REQUIRED ACTION » In the records below, which lines include "note"? Copy them.

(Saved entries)

--- START ---

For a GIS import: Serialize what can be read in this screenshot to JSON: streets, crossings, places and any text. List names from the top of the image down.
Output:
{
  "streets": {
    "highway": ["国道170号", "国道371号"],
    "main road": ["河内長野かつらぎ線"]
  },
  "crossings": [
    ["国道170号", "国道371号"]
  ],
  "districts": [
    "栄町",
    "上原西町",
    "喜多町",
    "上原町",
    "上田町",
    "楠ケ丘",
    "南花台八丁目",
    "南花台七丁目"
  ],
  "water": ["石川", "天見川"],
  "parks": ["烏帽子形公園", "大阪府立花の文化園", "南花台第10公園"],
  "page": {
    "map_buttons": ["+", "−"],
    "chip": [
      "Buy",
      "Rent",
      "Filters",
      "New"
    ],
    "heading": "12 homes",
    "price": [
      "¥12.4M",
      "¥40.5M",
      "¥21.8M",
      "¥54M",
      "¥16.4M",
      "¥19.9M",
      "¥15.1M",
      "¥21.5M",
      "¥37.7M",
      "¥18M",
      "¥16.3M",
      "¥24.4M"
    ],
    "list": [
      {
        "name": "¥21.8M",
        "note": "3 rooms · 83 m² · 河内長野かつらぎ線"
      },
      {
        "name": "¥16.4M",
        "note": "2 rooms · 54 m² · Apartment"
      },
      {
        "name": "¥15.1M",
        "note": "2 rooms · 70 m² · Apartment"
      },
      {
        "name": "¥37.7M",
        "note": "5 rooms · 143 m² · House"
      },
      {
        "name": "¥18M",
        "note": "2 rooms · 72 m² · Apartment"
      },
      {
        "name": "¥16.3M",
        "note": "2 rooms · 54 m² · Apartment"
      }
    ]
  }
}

--- END ---

WORKED SOLUTION »
        "note": "3 rooms · 83 m² · 河内長野かつらぎ線"
        "note": "2 rooms · 54 m² · Apartment"
        "note": "2 rooms · 70 m² · Apartment"
        "note": "5 rooms · 143 m² · House"
        "note": "2 rooms · 72 m² · Apartment"
        "note": "2 rooms · 54 m² · Apartment"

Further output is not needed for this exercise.